[Items from a data source]
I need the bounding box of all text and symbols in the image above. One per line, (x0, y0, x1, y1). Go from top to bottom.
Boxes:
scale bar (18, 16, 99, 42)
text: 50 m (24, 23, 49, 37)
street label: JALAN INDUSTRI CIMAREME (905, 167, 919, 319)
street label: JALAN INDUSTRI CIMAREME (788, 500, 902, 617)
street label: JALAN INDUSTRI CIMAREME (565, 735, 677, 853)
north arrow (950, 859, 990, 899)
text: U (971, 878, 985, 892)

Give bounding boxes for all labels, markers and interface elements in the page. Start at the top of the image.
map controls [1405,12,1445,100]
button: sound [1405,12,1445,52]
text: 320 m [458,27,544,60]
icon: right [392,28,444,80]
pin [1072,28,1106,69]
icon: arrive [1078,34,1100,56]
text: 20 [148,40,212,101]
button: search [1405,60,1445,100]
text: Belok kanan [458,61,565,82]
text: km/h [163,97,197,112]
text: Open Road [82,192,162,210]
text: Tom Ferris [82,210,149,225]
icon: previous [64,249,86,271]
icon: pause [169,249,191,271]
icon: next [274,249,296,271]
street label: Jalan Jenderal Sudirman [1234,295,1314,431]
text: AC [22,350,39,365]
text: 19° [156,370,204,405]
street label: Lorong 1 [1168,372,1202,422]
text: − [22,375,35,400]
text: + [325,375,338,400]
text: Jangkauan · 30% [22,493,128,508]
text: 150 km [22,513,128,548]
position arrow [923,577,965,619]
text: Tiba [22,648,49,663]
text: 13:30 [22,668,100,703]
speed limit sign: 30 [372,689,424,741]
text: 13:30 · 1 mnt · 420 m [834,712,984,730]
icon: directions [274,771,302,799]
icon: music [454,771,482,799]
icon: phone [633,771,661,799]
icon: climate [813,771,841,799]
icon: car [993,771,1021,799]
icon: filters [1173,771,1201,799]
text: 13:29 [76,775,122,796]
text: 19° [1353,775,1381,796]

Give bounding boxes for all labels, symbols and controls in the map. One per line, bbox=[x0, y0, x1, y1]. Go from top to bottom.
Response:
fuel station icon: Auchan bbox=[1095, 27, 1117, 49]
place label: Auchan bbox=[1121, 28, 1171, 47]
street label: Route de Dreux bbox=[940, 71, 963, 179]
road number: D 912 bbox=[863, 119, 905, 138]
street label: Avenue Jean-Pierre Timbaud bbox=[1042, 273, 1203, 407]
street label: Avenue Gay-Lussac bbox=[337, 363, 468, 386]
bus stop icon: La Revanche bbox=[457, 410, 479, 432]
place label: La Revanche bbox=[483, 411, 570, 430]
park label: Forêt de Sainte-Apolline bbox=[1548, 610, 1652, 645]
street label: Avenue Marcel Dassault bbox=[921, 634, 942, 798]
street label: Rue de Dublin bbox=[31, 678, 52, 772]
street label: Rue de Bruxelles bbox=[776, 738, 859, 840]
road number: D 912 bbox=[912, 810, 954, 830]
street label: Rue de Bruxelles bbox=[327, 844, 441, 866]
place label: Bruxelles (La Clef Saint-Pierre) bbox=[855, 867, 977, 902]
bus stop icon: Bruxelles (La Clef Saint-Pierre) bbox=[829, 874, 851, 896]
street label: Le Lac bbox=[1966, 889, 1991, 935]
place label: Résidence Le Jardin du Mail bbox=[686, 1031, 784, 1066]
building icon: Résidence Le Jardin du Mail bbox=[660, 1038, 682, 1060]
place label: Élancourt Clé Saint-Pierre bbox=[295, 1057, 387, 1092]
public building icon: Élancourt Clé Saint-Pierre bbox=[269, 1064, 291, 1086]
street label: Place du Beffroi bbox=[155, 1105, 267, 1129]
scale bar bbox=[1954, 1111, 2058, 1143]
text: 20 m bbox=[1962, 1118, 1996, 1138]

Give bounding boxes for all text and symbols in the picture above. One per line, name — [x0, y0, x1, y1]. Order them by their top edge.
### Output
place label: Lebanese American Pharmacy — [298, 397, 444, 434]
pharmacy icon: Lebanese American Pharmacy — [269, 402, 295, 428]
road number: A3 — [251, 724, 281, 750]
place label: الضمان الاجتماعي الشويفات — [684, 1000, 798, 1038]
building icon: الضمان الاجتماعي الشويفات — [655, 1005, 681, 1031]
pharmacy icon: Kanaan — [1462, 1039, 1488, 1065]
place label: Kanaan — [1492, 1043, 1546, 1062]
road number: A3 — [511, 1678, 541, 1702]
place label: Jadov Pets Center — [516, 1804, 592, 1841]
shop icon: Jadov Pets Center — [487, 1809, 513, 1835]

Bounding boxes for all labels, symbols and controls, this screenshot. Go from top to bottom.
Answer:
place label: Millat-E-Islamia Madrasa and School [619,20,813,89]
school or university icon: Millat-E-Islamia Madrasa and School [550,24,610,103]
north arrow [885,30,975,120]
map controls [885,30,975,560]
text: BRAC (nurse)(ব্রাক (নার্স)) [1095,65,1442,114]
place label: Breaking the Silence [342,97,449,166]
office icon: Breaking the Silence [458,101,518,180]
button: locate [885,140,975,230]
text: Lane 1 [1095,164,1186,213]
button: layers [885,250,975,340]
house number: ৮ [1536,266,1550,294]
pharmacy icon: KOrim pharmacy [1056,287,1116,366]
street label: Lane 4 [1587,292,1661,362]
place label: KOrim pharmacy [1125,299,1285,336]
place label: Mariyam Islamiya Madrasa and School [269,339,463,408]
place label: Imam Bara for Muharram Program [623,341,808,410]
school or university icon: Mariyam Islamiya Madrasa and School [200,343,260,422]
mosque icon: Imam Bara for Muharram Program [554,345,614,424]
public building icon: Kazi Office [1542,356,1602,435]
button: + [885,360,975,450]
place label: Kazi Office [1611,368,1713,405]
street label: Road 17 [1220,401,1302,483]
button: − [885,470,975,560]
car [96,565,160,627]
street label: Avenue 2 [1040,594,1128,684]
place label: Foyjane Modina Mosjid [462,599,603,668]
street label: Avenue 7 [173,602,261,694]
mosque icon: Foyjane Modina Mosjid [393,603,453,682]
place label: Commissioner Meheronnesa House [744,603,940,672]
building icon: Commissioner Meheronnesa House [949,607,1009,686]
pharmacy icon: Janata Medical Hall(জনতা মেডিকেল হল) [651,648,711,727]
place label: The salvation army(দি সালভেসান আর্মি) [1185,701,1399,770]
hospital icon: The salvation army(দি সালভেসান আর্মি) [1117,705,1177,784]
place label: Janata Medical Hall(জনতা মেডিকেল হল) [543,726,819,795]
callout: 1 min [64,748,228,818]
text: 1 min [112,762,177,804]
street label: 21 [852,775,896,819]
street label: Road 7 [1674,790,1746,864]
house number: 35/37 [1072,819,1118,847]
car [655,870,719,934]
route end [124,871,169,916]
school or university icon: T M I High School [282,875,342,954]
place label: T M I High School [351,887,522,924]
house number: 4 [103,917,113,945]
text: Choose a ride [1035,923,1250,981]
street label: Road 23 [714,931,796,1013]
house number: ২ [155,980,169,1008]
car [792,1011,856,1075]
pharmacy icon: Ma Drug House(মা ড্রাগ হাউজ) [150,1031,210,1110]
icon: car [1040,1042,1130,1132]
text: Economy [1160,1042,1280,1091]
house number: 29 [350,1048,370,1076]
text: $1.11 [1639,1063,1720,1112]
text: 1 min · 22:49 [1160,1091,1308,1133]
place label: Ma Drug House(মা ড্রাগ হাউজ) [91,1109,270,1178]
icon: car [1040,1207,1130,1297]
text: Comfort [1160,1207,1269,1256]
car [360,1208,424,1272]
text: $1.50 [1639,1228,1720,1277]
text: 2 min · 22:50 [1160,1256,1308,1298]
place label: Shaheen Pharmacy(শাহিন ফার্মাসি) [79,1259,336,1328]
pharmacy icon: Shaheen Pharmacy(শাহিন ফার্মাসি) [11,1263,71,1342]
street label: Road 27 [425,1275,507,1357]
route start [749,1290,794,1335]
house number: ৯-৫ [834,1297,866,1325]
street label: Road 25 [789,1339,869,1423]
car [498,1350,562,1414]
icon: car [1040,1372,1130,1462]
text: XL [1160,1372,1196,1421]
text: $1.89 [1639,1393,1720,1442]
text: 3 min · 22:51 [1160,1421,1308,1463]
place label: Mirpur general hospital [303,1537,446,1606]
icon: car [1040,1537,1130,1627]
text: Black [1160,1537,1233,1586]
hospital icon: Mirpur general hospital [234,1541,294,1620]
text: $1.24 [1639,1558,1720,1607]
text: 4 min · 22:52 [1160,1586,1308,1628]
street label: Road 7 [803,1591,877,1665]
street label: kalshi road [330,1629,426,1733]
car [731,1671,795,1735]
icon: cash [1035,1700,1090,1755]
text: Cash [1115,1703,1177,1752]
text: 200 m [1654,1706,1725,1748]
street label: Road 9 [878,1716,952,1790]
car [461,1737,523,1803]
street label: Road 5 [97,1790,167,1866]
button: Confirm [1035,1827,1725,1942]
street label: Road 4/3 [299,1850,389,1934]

#### PROBLEM REQUIREMENTS
Will you return exactly the lines above from the one with "Give bounding boxes for all text" down to the one with "Bounding boxes for all labels, symbols and controls, this", counting both as part of the range?

#### EXERCISE RESULT
Give bounding boxes for all text and symbols in the picture above. One per line, name — [x0, y0, x1, y1]. Order them by their top edge.
### Output
place label: Lebanese American Pharmacy — [298, 397, 444, 434]
pharmacy icon: Lebanese American Pharmacy — [269, 402, 295, 428]
road number: A3 — [251, 724, 281, 750]
place label: الضمان الاجتماعي الشويفات — [684, 1000, 798, 1038]
building icon: الضمان الاجتماعي الشويفات — [655, 1005, 681, 1031]
pharmacy icon: Kanaan — [1462, 1039, 1488, 1065]
place label: Kanaan — [1492, 1043, 1546, 1062]
road number: A3 — [511, 1678, 541, 1702]
place label: Jadov Pets Center — [516, 1804, 592, 1841]
shop icon: Jadov Pets Center — [487, 1809, 513, 1835]

Bounding boxes for all labels, symbols and controls, this screenshot. Go from top to bottom.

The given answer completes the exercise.